On Monday, January 17, 2011, Jim Flaherty, Minister of Finance announced three new mortgage rules aimed at reducing some of the risk in the Canadian mortgage market after mounting concerns over rising consumer debt levels in Canada.
First, the maximum amortization period for a government-insured mortgage was lowered from 35 to 30 years. What this means is that a typical $300,000 mortgage with a 5% interest rate will see monthly payments increase by $97.00 per month from $1,504 (35 year amortization) to $1,601 (30 year amortization) and result in a total $55,404 interest savings over the life of the mortgage. This rule is effective March 18, 2011.
The second change will lower the maximum amount Canadians can borrow in refinancing their mortgages to 85% from 90% of the value of their homes.

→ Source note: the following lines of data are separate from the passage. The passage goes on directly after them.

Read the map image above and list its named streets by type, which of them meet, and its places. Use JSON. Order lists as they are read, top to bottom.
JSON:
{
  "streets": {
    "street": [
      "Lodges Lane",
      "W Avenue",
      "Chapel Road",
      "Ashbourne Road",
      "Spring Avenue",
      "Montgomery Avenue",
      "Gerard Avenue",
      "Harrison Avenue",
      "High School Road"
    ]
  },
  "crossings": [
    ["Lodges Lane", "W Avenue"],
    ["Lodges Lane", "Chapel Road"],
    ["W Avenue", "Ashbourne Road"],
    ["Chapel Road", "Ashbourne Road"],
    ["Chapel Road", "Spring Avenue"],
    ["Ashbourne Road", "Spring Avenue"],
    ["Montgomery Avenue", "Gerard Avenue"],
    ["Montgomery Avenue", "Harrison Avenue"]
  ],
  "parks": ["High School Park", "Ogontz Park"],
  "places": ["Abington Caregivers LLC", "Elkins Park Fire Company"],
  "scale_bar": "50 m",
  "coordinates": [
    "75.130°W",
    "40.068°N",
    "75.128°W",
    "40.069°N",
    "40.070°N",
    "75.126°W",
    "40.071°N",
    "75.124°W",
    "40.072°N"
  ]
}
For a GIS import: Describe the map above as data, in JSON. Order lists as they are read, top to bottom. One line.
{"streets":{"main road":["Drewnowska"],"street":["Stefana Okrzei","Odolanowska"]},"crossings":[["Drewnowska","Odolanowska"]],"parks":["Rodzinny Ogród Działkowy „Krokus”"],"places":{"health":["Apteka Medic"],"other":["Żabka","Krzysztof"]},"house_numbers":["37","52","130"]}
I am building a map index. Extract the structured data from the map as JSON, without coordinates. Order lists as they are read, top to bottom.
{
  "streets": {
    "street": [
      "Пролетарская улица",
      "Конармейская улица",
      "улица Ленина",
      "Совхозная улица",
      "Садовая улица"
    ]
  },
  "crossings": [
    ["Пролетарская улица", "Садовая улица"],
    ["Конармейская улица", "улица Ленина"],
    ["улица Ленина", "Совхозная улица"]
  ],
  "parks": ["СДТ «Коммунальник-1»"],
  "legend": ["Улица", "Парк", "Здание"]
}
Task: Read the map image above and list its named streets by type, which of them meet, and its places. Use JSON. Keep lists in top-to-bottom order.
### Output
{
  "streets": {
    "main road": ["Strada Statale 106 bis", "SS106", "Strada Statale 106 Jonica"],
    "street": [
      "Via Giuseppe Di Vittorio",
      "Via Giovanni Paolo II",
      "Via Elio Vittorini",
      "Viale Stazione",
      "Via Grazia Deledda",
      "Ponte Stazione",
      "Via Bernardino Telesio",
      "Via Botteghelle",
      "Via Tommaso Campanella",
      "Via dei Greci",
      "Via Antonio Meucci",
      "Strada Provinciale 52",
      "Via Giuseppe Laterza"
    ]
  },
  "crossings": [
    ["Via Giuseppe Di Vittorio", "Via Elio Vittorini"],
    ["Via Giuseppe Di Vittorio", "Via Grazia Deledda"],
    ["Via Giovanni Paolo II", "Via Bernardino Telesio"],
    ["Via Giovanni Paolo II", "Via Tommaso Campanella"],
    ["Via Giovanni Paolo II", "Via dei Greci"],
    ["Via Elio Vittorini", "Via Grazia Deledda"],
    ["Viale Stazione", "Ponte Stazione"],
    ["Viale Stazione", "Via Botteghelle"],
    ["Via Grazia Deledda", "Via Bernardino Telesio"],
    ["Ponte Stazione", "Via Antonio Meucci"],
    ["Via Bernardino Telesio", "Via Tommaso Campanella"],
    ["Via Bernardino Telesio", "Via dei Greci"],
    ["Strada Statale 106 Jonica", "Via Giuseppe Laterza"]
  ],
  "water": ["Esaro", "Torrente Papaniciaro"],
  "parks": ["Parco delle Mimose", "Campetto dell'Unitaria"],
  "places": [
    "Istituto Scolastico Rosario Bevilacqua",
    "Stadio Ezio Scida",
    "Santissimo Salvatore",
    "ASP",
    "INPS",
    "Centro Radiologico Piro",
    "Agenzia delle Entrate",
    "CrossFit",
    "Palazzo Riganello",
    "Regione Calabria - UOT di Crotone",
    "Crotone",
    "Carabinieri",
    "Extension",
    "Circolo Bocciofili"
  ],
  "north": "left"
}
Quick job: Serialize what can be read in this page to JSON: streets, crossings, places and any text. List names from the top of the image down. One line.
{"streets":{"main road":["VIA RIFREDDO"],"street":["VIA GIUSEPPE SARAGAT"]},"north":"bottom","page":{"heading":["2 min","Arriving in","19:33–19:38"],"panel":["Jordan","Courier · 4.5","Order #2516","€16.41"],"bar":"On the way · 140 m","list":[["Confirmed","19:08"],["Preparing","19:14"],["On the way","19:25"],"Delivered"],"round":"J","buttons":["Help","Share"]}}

What this means for the consumer is that a typical home valued at $300,000 will allow a homeowner to access up to $255,000 at the new 85% loan-to-value ratio, while previously they would have been able to get up to $270,000 at the 90% rate. The changes will also take effect on March 18, 2011.
The final change will withdraw government insurance backing on lines of credit secured by homes, such as home equity lines of credit, or HELOCs. This will ensure that risks associated with consumer debt products used to borrow funds unrelated to house purchases are managed by the financial institutions and not borne by taxpayers. This new rule will take effect on April 18, 2011.